The Federation Against Software Theft (The Federation) has warned that companies on the acquisition trail could face civil or criminal prosecution if they fail to check software licence compliance.
According to The Federation, January 2004 saw the highest figures since October 2000 for global mergers and acquisitions, with $145bn worth of deals.
John Lovelock, manager of The Federation's legal affairs, said: "Software is an area that can get overlooked in the middle of a takeover deal.
"When a company buys or merges with another business, it needs to know what it is getting. This must include treating software licences as assets."
Company directors can be liable if business software is found to be unlicensed and consent can be demonstrated.

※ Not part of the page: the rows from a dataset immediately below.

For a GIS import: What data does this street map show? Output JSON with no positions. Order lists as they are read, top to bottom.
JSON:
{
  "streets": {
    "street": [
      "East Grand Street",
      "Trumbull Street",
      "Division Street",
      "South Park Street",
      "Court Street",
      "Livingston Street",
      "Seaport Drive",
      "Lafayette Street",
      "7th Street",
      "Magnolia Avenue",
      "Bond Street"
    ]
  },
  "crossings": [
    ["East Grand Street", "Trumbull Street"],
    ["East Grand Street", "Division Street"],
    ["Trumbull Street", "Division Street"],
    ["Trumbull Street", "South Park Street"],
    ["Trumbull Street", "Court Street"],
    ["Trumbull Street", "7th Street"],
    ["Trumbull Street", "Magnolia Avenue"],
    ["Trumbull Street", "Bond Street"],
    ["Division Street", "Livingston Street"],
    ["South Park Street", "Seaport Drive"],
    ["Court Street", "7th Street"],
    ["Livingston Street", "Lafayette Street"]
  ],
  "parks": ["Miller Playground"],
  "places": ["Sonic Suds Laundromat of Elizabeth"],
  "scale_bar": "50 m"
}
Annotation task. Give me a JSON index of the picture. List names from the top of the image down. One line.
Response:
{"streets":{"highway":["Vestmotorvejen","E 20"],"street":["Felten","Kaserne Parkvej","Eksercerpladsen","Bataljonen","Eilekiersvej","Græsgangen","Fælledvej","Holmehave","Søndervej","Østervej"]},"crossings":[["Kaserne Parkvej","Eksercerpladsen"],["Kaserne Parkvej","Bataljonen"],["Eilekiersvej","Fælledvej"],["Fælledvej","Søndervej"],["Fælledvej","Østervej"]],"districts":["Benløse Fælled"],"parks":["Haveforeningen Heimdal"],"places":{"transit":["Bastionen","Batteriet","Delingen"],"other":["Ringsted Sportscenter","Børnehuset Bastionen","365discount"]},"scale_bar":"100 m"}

In 2002, changes in the Copyright & Trade Marks (Offences and Enforcement) Act increased the maximum penalty for software licence infringement from two years' to 10 years' imprisonment.
Lovelock added that corporate transactions take place under "enormous pressure" and that frequently there is no time to check all the finer details.
"Often information on software compliance levels and existing licensing agreements is not to hand and available for scrutiny," he said.
This creates a host of liability issues and is therefore a high-risk area for any organisation."
Ross Miller, managing director of VAR Trustmarque Solutions, which has a dedicated software licensing division, said: "If software isn't paid for it is treated as stolen goods.
"Checking licences should be part of the due diligence in an acquisition process, and software should be part of the asset register.
"But the more acquisitions happen, the more licensing opportunities there will be for the channel."